**EXERCISE OBJECTIVE**
Scan the entries line by line and return those with "dial".

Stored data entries
###

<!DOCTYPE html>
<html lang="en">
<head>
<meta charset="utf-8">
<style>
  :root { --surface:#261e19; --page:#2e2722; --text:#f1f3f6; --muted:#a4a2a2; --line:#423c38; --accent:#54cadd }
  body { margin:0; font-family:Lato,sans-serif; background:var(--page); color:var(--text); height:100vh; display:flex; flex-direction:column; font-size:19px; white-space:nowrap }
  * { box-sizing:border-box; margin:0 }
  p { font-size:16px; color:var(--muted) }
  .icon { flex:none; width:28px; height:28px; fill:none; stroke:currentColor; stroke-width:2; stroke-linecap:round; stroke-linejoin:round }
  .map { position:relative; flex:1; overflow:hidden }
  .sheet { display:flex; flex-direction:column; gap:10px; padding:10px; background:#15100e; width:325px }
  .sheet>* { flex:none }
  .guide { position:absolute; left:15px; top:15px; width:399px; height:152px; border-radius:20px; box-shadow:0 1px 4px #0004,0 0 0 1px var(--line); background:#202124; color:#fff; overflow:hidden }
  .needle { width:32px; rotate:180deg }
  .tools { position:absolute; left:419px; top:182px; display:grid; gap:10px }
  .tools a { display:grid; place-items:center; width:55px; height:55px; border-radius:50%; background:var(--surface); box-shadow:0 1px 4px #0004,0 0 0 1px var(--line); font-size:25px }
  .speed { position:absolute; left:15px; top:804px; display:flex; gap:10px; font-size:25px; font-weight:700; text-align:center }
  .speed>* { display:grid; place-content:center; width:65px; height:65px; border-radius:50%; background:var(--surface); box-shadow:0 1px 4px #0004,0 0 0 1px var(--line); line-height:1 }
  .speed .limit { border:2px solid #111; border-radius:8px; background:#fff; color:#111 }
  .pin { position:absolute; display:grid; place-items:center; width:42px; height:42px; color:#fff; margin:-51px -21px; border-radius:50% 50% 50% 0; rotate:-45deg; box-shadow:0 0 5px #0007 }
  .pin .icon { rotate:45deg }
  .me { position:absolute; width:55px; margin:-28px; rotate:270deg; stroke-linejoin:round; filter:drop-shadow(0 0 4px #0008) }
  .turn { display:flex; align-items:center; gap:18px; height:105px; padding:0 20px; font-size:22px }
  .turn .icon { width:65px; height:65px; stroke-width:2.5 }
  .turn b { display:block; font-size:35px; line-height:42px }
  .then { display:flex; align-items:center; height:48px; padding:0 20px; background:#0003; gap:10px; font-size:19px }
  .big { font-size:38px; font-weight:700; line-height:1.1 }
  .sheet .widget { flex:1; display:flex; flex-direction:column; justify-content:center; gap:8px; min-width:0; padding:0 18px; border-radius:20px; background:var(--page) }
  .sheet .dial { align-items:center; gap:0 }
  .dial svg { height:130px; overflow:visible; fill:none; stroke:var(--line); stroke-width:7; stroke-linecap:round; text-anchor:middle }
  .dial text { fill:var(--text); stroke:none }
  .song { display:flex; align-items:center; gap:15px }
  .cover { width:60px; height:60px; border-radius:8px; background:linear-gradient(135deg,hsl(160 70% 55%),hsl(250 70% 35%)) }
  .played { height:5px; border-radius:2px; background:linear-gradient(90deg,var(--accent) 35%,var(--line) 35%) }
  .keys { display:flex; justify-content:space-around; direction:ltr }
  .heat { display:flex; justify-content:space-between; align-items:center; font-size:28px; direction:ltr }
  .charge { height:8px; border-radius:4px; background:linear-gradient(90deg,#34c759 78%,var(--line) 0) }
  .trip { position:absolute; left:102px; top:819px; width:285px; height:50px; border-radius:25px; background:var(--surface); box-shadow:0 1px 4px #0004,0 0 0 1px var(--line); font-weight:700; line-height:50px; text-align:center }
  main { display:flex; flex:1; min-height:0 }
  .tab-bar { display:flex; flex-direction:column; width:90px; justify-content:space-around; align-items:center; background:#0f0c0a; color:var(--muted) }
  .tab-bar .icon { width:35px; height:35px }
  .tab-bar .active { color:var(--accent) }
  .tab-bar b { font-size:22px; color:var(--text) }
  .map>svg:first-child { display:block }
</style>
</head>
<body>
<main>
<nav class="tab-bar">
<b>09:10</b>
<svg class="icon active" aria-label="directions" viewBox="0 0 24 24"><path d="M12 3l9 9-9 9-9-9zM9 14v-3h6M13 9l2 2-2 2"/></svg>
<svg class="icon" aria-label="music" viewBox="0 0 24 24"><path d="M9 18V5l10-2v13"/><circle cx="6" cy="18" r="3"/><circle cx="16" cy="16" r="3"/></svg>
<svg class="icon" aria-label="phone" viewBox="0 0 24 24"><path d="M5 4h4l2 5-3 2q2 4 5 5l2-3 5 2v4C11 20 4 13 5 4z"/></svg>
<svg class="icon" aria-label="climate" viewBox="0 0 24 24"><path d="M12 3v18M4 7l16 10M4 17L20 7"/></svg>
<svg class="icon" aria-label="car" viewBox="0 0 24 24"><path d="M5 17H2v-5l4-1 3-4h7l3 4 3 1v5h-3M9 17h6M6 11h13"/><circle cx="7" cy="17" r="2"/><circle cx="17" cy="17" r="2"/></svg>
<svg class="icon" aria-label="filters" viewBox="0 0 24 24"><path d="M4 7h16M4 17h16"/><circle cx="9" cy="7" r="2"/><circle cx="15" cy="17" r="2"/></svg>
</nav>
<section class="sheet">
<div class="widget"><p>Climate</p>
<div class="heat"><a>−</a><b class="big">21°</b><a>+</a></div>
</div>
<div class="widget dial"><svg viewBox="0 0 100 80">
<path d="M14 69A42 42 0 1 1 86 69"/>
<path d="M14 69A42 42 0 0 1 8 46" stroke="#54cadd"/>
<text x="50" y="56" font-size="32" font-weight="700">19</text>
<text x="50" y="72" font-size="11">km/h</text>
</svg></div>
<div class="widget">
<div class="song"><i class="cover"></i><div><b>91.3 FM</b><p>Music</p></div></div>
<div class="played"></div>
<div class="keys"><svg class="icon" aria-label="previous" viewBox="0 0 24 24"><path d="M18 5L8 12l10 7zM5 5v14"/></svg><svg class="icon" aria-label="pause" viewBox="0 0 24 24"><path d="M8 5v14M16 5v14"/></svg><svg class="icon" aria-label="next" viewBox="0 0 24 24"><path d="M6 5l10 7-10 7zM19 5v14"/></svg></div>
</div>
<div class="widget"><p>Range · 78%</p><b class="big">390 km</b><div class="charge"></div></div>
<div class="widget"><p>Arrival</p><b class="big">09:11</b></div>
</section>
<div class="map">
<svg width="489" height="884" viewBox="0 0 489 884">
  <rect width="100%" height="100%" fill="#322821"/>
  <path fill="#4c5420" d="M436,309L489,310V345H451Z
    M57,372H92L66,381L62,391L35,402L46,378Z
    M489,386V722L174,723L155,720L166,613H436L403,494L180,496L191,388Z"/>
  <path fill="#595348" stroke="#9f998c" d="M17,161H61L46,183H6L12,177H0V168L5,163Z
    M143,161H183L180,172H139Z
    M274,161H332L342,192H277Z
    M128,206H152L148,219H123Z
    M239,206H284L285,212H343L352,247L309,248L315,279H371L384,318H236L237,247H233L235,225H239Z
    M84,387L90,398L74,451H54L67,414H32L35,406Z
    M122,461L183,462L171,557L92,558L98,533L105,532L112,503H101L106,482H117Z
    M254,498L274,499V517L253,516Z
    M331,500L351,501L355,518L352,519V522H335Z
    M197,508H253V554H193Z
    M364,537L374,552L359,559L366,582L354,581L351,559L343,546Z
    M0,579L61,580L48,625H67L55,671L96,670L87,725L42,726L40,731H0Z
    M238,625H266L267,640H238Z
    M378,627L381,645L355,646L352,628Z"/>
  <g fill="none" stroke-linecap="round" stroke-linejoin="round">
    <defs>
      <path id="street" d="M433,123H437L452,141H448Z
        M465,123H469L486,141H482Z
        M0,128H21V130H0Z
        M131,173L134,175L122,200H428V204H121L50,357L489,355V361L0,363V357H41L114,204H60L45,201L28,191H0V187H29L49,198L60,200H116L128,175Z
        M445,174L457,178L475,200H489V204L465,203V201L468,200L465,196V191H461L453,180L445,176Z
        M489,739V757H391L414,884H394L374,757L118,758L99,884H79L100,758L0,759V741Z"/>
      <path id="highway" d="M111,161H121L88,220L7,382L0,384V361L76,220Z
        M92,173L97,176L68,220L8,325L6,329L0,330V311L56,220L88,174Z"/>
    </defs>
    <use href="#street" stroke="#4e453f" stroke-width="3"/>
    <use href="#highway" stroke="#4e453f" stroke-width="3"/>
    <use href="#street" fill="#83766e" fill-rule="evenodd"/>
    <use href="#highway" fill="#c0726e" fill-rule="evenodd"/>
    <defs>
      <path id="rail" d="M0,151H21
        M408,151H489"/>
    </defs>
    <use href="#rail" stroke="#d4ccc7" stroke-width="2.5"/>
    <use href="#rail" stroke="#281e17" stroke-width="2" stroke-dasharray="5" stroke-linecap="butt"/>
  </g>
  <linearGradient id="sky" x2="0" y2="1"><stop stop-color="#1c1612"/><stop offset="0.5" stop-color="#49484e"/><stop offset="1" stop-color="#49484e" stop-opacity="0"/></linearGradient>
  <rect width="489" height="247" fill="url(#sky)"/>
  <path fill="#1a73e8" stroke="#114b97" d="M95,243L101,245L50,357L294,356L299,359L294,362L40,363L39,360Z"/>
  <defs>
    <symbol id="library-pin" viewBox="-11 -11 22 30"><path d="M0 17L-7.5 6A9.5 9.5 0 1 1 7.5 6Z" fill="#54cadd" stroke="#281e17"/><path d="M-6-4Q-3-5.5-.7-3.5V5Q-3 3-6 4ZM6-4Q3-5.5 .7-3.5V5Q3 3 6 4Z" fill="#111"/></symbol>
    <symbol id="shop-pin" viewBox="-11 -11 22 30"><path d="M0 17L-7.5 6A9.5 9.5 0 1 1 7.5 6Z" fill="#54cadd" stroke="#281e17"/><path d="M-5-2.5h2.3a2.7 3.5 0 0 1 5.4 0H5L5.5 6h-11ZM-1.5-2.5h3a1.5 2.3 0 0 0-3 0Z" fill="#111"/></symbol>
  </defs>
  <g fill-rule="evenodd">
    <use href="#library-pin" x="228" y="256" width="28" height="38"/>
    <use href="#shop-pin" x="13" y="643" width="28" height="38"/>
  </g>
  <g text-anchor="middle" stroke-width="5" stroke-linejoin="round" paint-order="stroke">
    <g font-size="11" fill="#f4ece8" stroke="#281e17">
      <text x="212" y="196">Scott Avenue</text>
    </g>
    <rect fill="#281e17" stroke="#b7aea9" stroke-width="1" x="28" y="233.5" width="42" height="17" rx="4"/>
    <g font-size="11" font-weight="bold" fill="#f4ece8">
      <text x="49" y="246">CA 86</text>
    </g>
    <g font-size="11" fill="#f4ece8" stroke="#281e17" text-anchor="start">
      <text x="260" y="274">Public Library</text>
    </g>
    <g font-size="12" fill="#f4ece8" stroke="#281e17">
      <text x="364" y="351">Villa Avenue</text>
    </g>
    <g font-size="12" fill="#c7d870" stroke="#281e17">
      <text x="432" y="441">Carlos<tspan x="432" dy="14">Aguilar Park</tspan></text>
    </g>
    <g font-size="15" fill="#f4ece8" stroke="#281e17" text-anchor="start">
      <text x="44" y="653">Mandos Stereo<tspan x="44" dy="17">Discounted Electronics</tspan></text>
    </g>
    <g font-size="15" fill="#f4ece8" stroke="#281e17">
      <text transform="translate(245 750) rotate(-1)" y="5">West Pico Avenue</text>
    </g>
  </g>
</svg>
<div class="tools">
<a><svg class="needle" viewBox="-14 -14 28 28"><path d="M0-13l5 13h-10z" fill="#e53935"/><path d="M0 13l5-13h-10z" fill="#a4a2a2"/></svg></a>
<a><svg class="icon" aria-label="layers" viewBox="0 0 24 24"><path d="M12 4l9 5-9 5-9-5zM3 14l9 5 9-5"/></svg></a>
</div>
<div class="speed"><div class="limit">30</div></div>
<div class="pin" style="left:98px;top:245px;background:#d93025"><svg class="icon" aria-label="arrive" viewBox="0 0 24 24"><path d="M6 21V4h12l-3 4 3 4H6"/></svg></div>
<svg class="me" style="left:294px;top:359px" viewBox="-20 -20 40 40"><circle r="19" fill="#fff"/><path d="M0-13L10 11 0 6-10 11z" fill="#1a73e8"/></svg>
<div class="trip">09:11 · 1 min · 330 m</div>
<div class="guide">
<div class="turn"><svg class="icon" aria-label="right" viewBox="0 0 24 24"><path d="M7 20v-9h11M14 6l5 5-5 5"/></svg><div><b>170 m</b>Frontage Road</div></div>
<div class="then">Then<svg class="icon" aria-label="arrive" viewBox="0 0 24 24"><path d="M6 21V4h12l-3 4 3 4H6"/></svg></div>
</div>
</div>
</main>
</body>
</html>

###

**WRITTEN RESPONSE**
  .sheet .dial { align-items:center; gap:0 }
  .dial svg { height:130px; overflow:visible; fill:none; stroke:var(--line); stroke-width:7; stroke-linecap:round; text-anchor:middle }
  .dial text { fill:var(--text); stroke:none }
<div class="widget dial"><svg viewBox="0 0 100 80">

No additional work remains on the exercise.